**Your assignment:** Whenever the word "frame" appears in a line of the listing, copy that line.

**Input data:**
- - -

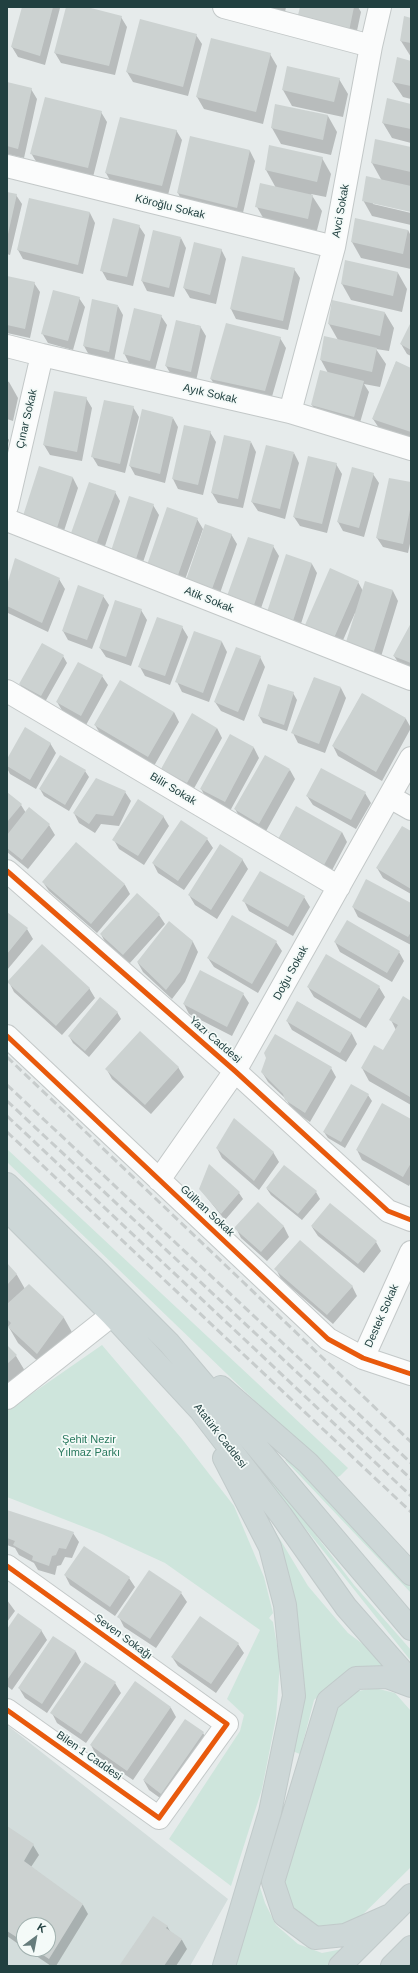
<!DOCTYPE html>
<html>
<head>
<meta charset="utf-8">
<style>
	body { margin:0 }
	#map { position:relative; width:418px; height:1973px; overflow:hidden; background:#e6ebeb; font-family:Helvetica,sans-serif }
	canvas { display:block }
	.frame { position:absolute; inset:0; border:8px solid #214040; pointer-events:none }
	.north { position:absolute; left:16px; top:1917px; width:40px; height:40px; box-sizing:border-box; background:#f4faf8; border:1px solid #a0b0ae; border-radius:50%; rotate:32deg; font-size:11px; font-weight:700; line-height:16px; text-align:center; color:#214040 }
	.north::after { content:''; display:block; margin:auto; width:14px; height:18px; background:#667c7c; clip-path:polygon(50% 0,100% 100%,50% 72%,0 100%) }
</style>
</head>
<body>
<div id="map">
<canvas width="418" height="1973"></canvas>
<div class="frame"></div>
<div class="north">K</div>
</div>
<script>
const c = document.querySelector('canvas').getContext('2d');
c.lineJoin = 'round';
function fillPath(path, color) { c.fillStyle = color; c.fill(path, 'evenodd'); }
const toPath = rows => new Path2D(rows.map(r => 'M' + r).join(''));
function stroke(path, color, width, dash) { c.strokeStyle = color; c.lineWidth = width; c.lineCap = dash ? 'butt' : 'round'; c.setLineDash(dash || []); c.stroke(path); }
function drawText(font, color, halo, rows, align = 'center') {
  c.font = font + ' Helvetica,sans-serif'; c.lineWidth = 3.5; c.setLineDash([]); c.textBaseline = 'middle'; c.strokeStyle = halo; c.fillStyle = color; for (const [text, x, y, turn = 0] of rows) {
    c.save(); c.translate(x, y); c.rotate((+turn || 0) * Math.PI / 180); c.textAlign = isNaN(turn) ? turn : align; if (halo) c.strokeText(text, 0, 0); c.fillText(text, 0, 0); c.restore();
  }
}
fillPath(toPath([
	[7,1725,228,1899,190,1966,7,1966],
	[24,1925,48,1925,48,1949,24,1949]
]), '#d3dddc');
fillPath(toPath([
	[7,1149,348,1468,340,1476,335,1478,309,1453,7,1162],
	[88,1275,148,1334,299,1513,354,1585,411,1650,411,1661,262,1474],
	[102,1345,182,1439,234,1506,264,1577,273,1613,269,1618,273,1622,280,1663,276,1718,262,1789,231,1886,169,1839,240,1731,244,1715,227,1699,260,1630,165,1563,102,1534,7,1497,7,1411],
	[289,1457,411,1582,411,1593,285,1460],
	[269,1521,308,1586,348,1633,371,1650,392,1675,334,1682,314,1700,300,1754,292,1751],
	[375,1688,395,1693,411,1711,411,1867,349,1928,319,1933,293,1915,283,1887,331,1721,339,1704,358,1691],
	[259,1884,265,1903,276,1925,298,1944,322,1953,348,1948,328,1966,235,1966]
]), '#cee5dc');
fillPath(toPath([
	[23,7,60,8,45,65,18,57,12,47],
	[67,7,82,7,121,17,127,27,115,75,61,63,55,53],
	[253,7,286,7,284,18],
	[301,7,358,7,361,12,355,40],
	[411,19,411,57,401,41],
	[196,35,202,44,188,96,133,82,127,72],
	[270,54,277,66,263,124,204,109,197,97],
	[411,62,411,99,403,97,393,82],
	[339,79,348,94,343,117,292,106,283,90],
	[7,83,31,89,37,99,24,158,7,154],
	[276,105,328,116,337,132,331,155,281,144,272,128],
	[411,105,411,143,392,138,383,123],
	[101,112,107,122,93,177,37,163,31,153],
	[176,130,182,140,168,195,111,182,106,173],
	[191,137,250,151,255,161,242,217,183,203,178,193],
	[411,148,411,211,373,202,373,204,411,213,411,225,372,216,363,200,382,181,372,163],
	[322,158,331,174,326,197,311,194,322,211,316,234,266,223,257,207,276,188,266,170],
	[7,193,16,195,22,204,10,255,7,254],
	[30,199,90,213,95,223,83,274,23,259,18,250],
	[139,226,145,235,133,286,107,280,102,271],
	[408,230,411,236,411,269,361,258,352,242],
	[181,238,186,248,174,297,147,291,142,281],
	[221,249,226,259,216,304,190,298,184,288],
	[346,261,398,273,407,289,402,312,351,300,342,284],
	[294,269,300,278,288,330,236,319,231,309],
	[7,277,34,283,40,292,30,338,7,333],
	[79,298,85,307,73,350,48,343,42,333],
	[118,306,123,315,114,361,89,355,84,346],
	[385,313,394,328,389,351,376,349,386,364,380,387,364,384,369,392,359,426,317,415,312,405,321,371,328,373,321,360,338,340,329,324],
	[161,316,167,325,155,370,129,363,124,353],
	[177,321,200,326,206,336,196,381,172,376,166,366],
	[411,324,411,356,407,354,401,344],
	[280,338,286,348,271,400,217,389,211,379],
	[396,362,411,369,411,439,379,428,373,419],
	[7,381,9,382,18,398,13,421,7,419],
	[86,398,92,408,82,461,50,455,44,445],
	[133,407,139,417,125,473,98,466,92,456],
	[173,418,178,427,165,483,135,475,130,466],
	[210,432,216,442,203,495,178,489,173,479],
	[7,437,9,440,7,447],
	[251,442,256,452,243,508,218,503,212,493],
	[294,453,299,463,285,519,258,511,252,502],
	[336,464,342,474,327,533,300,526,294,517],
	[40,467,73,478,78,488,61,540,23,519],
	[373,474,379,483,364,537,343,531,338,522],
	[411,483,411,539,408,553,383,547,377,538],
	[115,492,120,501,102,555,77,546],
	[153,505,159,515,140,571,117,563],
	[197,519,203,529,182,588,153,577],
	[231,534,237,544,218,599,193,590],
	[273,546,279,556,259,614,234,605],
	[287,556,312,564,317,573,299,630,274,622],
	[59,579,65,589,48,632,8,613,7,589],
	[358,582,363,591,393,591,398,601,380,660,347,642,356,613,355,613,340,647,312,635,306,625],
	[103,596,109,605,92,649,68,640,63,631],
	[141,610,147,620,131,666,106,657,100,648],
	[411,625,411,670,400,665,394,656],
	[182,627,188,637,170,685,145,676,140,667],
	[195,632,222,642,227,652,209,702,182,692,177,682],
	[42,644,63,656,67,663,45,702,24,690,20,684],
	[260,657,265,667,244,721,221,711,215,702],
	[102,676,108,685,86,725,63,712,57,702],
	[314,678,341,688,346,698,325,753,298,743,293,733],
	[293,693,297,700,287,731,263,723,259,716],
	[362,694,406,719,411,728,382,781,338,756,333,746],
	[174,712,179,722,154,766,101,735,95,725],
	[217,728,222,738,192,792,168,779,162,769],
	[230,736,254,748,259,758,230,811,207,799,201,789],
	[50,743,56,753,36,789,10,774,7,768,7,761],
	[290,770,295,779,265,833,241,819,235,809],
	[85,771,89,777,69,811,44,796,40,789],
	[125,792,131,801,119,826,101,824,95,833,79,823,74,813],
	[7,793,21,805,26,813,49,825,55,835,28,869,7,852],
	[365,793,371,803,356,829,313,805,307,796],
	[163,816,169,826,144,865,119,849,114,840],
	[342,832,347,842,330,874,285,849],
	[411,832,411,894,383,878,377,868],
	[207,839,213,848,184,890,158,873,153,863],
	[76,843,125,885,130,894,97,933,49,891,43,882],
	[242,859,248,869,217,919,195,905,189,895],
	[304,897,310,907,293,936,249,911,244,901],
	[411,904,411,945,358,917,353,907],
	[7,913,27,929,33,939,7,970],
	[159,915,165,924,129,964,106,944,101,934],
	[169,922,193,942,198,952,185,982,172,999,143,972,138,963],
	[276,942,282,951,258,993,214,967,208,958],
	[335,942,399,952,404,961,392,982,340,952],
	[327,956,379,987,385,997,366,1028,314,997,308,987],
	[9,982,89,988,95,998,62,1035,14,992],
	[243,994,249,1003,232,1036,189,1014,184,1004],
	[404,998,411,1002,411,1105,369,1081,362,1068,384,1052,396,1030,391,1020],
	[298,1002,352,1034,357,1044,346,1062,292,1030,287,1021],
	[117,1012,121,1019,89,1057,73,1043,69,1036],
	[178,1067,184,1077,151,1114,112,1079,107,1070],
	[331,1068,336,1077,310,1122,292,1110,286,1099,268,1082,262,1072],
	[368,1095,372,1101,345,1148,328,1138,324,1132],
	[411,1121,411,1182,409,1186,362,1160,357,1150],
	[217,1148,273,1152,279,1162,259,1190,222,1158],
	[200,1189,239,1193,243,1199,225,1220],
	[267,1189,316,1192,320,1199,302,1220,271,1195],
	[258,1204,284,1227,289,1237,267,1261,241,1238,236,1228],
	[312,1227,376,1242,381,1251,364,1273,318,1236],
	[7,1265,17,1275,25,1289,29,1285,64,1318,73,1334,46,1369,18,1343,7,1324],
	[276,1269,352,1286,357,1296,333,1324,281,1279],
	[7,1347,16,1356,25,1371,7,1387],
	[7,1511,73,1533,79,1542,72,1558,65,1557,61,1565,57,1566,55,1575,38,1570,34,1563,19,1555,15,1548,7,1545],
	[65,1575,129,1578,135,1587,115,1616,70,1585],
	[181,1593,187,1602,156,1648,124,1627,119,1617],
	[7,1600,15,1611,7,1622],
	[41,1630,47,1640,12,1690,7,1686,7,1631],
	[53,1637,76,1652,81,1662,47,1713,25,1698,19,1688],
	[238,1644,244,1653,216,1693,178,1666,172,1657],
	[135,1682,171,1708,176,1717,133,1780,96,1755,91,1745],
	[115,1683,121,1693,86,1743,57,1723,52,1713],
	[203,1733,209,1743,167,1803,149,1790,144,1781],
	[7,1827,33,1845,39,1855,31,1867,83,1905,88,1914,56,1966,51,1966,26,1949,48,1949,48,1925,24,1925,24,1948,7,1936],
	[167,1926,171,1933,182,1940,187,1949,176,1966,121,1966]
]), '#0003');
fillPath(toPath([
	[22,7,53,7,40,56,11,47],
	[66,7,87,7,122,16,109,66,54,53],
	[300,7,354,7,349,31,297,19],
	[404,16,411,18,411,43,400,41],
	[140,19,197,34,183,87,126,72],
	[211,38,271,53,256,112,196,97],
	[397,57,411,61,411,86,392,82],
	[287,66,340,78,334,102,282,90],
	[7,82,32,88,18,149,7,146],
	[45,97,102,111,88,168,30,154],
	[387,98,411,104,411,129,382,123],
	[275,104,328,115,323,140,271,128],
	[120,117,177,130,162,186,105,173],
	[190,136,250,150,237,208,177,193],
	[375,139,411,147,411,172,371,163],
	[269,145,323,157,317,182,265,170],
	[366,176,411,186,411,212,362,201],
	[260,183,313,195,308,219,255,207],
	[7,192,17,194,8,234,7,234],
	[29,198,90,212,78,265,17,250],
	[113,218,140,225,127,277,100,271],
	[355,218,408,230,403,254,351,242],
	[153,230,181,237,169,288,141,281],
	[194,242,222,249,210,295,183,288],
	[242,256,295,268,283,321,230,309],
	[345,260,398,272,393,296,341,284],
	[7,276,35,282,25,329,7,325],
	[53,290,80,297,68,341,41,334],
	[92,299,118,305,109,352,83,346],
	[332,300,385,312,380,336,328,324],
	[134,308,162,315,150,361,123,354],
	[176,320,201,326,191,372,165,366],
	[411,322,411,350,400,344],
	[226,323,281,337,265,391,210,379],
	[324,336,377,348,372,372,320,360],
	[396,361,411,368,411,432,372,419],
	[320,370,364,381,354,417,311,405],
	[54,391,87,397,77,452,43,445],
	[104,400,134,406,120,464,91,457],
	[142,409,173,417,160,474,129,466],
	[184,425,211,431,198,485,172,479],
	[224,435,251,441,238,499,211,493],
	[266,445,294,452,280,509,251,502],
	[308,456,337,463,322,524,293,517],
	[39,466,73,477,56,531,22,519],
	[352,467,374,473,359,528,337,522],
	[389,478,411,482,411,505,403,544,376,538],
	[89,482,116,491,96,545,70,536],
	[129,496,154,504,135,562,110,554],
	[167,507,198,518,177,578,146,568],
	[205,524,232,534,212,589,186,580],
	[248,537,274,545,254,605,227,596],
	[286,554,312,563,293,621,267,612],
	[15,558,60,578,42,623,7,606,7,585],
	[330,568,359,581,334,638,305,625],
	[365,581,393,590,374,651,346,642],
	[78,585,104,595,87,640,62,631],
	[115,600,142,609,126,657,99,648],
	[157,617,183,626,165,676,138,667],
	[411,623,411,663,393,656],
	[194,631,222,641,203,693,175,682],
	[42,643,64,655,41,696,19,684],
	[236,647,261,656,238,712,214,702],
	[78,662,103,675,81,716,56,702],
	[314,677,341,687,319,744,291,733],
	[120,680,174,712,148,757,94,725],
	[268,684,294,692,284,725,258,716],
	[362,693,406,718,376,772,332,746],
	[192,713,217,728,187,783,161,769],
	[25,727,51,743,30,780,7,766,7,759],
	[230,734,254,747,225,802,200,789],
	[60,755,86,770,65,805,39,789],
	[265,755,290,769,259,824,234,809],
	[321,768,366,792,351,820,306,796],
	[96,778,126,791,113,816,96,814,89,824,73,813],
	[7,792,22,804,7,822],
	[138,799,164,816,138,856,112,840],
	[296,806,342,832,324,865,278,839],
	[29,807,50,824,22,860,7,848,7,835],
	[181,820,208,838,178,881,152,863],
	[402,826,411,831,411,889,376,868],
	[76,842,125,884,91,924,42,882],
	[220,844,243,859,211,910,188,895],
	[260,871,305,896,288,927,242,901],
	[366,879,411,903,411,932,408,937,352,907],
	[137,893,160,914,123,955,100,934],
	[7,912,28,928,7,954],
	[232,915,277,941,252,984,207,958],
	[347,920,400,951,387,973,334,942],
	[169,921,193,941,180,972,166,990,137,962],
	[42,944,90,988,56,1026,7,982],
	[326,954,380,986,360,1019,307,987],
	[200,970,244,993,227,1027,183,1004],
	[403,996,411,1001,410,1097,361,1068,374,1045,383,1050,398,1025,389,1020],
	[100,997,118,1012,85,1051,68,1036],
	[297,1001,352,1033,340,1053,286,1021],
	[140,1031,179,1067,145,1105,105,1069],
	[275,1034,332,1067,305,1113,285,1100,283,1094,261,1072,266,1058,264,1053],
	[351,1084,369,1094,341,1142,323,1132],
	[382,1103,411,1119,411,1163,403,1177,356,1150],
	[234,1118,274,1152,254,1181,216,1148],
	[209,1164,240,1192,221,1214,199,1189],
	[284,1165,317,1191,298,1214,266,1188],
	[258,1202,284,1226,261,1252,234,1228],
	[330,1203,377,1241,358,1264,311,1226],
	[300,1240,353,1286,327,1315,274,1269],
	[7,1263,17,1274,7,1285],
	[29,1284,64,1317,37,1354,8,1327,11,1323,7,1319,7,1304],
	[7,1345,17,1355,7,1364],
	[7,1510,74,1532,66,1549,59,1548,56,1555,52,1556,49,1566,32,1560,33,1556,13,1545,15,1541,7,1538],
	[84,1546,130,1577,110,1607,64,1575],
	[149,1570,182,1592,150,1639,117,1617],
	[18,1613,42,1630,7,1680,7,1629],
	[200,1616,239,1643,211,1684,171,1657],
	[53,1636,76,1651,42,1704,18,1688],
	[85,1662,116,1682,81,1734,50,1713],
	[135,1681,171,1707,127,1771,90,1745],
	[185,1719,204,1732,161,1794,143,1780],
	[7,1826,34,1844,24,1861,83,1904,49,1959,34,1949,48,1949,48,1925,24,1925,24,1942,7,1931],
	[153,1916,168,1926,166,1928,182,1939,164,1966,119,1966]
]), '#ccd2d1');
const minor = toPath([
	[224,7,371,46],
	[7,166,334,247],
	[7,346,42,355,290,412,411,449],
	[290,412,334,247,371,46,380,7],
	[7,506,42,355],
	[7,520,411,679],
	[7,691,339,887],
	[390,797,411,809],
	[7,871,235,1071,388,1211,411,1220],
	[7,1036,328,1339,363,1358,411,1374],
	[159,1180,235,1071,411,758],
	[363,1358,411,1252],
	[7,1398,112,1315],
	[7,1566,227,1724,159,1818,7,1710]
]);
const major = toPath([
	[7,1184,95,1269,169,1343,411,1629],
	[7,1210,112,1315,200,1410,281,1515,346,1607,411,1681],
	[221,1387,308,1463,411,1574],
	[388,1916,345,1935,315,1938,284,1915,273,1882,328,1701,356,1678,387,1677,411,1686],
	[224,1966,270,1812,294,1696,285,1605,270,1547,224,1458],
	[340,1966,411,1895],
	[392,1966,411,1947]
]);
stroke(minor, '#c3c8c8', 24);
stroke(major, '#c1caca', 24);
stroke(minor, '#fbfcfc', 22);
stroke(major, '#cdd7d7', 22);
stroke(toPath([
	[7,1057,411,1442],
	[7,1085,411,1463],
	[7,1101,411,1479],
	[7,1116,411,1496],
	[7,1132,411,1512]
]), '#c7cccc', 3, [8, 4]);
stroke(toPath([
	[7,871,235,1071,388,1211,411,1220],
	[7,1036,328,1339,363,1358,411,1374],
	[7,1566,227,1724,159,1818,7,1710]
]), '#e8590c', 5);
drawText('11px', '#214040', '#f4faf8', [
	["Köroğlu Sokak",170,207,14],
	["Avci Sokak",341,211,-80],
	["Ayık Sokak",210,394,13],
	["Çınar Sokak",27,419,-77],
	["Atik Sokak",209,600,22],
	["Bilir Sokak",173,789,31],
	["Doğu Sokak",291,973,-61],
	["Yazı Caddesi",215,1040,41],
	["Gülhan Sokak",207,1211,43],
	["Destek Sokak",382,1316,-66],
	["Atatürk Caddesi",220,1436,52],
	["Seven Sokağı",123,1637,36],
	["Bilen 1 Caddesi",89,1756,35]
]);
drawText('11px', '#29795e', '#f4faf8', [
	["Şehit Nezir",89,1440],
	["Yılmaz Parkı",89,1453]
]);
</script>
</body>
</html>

- - -

**Your response:**
	.frame { position:absolute; inset:0; border:8px solid #214040; pointer-events:none }
<div class="frame"></div>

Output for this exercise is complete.